• [About this exercise]:
Repeat exactly, and only, the lines from the one containing "<h2>周辺<small>5件</small></h2>" through the end of the records.
Source records: Begin
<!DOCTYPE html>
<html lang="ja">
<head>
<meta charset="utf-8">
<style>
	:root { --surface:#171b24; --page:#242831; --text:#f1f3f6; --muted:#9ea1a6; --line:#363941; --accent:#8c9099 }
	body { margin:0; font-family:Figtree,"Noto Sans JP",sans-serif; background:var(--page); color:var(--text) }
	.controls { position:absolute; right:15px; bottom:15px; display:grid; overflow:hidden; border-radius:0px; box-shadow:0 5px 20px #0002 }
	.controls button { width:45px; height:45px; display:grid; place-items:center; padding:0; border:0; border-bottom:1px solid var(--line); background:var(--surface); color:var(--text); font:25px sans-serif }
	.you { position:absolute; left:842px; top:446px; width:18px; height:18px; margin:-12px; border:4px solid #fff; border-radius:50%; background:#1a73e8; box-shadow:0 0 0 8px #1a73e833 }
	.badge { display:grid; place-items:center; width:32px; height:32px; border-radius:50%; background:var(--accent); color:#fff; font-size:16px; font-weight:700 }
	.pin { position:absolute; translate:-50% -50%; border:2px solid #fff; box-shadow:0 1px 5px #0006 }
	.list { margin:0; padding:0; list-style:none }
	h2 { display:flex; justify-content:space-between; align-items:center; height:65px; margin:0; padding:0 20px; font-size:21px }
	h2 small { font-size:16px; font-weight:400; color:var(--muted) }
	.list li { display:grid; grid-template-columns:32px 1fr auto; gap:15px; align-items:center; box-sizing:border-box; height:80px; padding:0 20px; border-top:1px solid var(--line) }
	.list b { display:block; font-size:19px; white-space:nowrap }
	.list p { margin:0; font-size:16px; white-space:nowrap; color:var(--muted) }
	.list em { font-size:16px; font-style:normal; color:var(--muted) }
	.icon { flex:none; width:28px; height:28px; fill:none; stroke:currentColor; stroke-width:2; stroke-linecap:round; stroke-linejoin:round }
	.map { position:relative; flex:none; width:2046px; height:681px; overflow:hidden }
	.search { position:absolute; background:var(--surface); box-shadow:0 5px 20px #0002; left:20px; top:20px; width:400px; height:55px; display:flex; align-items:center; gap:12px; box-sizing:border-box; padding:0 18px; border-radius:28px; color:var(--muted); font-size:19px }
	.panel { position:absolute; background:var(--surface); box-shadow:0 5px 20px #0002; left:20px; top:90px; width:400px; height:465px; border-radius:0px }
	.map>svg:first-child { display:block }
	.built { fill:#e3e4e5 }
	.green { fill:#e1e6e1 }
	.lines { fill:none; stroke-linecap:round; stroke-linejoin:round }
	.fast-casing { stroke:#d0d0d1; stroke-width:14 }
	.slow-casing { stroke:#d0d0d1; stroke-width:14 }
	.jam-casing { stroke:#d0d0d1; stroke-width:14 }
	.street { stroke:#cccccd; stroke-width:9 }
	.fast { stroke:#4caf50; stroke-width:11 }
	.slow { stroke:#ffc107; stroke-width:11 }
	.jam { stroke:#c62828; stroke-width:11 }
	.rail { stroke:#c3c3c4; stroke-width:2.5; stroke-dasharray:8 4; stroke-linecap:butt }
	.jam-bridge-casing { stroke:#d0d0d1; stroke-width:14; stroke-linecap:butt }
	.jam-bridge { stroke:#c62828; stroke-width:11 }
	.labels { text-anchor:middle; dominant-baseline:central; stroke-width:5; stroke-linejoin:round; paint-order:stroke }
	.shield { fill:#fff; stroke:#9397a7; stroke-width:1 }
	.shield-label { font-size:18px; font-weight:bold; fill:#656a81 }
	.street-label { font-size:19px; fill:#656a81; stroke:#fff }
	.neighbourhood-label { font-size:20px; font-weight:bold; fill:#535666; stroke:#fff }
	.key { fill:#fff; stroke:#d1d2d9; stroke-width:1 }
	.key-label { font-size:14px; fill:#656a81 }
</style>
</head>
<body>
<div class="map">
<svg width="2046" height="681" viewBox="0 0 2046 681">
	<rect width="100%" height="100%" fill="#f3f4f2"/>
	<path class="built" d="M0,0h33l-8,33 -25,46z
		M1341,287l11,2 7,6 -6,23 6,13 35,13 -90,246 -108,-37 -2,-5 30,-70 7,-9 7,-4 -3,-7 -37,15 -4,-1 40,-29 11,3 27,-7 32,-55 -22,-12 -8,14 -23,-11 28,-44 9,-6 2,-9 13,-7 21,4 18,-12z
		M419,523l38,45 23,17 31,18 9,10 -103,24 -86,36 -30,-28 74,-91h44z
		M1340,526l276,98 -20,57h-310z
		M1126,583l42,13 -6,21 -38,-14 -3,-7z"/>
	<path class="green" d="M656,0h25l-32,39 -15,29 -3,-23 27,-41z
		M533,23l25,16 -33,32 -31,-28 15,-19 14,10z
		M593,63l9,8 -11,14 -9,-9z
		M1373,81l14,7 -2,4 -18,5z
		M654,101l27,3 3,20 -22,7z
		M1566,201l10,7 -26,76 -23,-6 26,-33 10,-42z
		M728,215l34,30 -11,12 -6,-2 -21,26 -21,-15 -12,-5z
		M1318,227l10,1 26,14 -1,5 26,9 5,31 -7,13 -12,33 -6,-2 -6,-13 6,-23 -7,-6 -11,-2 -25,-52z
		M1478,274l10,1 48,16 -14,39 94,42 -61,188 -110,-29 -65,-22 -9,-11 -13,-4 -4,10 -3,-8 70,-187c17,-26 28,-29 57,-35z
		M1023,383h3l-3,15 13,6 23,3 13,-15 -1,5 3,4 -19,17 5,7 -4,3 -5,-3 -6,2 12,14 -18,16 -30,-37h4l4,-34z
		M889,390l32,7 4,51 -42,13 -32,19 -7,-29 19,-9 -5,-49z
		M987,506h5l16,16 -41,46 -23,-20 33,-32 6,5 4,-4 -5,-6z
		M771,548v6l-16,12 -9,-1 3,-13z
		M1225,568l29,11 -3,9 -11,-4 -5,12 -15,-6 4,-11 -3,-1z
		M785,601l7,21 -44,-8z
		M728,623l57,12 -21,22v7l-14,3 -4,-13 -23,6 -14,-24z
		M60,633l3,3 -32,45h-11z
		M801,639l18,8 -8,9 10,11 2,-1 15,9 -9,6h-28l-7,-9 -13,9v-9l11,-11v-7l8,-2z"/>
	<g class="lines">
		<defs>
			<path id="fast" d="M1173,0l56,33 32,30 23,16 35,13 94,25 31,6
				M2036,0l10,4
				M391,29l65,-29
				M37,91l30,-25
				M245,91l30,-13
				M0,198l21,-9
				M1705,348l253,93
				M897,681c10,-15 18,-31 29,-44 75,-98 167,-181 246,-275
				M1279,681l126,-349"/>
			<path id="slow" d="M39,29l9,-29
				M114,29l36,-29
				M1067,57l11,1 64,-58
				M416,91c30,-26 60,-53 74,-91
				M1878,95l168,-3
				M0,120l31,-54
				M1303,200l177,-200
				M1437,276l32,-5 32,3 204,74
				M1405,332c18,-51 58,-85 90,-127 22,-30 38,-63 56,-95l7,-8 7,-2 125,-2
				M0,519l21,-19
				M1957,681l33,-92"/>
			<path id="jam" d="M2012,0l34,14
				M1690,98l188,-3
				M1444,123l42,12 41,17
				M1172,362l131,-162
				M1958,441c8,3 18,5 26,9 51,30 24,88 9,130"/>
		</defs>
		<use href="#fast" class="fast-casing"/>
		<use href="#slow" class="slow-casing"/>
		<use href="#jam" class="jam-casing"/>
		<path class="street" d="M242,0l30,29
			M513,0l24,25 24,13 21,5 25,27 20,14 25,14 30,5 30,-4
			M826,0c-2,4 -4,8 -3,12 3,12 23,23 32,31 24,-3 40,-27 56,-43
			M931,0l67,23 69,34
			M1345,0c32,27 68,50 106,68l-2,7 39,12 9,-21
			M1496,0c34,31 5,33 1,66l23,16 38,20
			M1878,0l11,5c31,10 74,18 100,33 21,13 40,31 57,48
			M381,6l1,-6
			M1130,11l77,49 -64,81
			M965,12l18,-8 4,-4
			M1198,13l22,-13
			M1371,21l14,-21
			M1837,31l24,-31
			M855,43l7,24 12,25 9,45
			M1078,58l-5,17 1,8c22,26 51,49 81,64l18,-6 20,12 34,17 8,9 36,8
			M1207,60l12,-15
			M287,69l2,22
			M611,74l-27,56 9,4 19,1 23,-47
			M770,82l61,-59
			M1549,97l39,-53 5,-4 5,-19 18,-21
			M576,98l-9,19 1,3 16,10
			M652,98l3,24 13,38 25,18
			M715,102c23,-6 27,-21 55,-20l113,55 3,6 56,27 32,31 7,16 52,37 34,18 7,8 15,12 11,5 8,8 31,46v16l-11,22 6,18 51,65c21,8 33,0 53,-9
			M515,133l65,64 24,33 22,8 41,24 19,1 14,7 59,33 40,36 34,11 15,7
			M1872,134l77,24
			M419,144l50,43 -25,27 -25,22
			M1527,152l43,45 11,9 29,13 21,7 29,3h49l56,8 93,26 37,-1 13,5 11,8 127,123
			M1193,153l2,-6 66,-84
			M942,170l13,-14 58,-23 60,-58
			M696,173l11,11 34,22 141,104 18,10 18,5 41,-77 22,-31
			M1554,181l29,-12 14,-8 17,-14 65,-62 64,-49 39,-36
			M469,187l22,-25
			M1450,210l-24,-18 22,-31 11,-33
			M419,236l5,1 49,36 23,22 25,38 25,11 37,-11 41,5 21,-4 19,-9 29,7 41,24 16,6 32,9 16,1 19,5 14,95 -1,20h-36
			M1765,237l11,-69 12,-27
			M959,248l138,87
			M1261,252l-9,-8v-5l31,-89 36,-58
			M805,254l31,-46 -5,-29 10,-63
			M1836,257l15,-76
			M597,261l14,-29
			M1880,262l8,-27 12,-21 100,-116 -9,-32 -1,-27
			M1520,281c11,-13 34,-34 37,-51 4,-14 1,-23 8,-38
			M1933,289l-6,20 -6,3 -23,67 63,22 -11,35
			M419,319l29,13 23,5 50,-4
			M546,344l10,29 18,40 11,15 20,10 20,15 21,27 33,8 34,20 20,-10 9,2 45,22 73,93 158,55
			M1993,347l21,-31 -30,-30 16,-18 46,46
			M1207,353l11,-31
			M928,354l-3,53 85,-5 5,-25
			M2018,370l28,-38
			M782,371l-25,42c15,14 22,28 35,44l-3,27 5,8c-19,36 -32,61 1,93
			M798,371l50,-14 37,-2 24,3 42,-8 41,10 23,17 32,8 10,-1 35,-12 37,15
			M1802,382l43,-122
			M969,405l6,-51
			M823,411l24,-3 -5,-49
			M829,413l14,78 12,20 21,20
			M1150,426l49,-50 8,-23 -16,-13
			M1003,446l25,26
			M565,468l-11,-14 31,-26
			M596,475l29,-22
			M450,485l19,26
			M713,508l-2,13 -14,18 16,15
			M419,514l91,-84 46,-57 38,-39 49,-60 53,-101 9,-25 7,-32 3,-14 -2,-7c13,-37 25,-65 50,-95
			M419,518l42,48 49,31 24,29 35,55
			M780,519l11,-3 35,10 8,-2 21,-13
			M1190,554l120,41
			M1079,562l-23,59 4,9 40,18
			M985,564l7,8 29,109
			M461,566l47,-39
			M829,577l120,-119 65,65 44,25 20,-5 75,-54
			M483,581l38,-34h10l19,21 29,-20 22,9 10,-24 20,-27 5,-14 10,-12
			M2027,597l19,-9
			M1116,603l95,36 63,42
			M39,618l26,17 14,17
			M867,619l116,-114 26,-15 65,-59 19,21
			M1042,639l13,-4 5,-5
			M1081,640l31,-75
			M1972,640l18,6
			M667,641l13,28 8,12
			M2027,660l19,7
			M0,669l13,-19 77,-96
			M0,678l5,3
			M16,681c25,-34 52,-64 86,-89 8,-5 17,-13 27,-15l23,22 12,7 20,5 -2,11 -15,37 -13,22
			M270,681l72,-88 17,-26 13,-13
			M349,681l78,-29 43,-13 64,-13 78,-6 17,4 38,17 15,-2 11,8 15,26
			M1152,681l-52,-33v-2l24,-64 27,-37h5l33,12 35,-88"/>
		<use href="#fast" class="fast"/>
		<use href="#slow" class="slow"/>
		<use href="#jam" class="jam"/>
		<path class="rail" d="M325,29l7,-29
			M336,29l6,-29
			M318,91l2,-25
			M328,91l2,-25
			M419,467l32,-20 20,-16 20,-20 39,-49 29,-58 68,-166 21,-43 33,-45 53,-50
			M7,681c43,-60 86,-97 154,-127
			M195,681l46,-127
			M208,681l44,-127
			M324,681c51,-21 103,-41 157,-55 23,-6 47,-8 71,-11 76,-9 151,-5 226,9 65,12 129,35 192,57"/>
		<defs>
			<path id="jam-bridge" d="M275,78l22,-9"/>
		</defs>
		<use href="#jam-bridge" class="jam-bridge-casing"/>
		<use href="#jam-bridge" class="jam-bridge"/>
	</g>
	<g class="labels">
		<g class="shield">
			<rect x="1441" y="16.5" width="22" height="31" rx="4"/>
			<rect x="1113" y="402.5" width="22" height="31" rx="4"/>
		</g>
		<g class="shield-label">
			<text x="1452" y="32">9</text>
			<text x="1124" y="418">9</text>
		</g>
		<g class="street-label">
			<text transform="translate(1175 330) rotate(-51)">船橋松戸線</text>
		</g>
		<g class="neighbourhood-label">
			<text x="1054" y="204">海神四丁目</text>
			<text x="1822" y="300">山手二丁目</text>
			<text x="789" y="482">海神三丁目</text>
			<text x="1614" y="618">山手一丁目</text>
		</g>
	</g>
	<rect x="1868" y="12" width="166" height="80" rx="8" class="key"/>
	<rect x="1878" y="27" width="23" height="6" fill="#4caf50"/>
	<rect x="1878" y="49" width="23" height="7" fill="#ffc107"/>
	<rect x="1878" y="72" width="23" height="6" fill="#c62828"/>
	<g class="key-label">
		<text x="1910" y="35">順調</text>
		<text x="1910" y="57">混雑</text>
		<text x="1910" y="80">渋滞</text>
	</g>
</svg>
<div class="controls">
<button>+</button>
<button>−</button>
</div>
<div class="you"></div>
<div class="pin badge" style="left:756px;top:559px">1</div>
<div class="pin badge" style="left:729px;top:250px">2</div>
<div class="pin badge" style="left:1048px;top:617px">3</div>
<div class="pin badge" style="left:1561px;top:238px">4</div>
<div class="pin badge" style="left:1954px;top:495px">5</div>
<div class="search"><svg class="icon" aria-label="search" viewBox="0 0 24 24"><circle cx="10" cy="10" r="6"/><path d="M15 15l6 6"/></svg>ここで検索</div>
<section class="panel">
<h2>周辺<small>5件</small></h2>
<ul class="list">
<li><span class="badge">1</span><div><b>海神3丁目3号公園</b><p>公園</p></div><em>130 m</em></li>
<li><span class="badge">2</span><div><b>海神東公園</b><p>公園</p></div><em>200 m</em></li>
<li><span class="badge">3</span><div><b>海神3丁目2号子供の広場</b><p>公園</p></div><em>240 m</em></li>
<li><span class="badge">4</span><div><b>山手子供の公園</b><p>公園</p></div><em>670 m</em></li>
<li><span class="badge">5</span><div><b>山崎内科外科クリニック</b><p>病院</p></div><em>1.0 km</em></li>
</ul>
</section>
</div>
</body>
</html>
Source records: End
• [Written solution]:
<h2>周辺<small>5件</small></h2>
<ul class="list">
<li><span class="badge">1</span><div><b>海神3丁目3号公園</b><p>公園</p></div><em>130 m</em></li>
<li><span class="badge">2</span><div><b>海神東公園</b><p>公園</p></div><em>200 m</em></li>
<li><span class="badge">3</span><div><b>海神3丁目2号子供の広場</b><p>公園</p></div><em>240 m</em></li>
<li><span class="badge">4</span><div><b>山手子供の公園</b><p>公園</p></div><em>670 m</em></li>
<li><span class="badge">5</span><div><b>山崎内科外科クリニック</b><p>病院</p></div><em>1.0 km</em></li>
</ul>
</section>
</div>
</body>
</html>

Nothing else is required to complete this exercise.